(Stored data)
---

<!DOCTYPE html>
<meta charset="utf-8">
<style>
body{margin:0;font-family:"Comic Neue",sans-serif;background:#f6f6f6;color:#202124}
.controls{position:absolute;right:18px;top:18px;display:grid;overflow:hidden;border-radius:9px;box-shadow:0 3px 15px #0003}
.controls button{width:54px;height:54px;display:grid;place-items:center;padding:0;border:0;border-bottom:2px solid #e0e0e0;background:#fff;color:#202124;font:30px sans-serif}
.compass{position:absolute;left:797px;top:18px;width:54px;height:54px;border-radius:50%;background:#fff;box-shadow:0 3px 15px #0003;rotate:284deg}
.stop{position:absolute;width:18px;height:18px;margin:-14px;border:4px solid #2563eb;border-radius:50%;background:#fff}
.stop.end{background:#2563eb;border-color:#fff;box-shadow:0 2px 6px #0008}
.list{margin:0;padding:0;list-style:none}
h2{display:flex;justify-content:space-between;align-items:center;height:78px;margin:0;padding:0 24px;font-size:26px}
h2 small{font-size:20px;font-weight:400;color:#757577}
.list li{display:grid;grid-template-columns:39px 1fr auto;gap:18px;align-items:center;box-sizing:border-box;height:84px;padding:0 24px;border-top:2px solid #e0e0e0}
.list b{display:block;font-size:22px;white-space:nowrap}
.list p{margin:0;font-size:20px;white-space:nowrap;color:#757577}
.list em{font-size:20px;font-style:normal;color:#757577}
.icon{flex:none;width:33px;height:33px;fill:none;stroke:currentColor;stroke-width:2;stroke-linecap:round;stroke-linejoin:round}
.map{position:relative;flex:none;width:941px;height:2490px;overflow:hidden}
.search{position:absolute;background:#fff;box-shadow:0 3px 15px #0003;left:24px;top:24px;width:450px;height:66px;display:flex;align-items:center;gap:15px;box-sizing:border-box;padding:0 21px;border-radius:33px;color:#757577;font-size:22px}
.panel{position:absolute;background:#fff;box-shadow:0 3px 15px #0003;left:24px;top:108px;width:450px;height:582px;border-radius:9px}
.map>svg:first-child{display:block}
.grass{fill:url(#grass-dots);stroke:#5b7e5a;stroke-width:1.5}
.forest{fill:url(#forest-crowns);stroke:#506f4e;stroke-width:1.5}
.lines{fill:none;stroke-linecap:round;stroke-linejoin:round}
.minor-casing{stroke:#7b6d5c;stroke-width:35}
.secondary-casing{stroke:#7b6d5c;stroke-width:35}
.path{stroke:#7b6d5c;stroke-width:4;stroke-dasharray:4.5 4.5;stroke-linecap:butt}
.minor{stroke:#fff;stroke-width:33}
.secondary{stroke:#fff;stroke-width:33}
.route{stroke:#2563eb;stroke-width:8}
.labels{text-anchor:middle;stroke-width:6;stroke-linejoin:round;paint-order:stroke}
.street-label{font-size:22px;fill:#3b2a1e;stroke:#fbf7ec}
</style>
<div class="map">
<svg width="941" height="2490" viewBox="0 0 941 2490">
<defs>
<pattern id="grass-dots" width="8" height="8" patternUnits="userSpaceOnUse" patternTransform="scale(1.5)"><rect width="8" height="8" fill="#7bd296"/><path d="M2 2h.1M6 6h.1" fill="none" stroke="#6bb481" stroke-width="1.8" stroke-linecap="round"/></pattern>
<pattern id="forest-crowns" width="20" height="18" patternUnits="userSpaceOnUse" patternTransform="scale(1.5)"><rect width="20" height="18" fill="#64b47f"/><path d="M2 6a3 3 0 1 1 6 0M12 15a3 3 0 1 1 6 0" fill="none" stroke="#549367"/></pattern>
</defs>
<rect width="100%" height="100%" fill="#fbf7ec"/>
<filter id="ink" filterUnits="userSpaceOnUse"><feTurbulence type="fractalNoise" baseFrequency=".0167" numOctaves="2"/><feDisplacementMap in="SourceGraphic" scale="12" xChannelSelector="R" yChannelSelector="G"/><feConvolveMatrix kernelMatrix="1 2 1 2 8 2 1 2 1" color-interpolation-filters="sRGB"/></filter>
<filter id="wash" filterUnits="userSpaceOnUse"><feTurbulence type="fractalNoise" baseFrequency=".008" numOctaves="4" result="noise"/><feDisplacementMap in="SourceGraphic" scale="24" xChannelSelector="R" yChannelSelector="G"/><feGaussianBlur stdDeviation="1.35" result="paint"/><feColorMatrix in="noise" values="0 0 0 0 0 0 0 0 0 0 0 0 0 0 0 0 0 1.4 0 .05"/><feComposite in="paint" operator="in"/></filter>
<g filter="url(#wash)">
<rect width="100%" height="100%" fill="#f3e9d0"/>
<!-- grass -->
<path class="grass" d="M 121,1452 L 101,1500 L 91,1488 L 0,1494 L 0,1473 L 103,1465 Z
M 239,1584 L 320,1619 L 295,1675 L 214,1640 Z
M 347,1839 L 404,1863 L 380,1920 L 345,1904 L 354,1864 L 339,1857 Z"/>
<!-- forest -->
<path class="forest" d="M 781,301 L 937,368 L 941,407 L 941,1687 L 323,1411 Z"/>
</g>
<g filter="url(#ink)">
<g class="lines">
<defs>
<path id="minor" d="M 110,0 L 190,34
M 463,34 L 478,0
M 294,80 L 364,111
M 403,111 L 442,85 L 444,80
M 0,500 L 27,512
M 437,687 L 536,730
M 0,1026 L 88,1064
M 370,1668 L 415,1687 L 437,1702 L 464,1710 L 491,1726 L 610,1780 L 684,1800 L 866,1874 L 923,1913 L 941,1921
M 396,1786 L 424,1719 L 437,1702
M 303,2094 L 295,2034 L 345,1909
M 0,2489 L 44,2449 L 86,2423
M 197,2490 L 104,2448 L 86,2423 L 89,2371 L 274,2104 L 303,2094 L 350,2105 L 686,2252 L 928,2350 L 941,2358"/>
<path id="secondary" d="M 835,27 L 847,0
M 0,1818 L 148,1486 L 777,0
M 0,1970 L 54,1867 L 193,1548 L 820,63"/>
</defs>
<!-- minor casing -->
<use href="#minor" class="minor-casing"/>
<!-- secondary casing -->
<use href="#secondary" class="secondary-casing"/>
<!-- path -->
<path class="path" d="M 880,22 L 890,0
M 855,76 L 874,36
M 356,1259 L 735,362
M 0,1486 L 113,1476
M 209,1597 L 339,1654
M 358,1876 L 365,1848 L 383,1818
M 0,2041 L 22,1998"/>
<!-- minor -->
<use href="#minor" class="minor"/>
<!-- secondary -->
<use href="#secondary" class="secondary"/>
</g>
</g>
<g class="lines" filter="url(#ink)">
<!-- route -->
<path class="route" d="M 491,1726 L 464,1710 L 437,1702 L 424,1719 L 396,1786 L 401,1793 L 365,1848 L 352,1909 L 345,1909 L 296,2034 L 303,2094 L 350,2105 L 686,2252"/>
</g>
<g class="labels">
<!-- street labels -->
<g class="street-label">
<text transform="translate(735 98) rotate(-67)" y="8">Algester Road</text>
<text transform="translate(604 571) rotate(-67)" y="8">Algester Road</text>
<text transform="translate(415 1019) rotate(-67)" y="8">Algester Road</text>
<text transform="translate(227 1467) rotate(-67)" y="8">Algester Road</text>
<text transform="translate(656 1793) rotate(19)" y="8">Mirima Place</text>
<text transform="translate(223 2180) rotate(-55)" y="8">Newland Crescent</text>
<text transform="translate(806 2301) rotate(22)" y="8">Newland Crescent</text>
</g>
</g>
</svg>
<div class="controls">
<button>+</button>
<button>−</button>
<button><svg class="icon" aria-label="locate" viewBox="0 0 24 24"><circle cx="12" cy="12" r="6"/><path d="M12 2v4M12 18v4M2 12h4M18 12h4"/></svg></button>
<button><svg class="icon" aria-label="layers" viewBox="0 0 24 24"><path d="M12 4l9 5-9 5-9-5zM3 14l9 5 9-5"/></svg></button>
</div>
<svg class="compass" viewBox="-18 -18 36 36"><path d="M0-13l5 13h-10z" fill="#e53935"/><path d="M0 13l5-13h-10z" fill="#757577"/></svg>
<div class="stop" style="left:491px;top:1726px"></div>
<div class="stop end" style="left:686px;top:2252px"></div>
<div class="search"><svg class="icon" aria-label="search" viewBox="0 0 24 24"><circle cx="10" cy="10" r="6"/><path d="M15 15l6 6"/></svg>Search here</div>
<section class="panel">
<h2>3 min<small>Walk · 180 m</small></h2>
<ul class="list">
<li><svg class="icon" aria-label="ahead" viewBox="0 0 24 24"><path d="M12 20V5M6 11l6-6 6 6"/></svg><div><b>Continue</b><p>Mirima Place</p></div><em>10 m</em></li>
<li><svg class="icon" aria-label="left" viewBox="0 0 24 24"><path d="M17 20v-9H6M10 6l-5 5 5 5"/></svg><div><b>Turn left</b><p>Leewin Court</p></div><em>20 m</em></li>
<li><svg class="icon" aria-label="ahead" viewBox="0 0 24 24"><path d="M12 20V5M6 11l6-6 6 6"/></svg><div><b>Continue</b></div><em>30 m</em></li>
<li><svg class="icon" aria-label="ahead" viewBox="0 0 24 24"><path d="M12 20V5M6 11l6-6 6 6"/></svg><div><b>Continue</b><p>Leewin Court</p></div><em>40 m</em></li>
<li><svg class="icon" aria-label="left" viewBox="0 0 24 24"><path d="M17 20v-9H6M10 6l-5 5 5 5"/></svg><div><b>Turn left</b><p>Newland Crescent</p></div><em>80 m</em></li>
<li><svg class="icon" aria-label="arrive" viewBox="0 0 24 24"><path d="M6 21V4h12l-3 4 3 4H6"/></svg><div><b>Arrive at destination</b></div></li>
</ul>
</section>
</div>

---

= TRY IT =
Each line in the entries above that includes the word "casing" counts once; state the total and nothing else.

= ANSWER SECTION =
6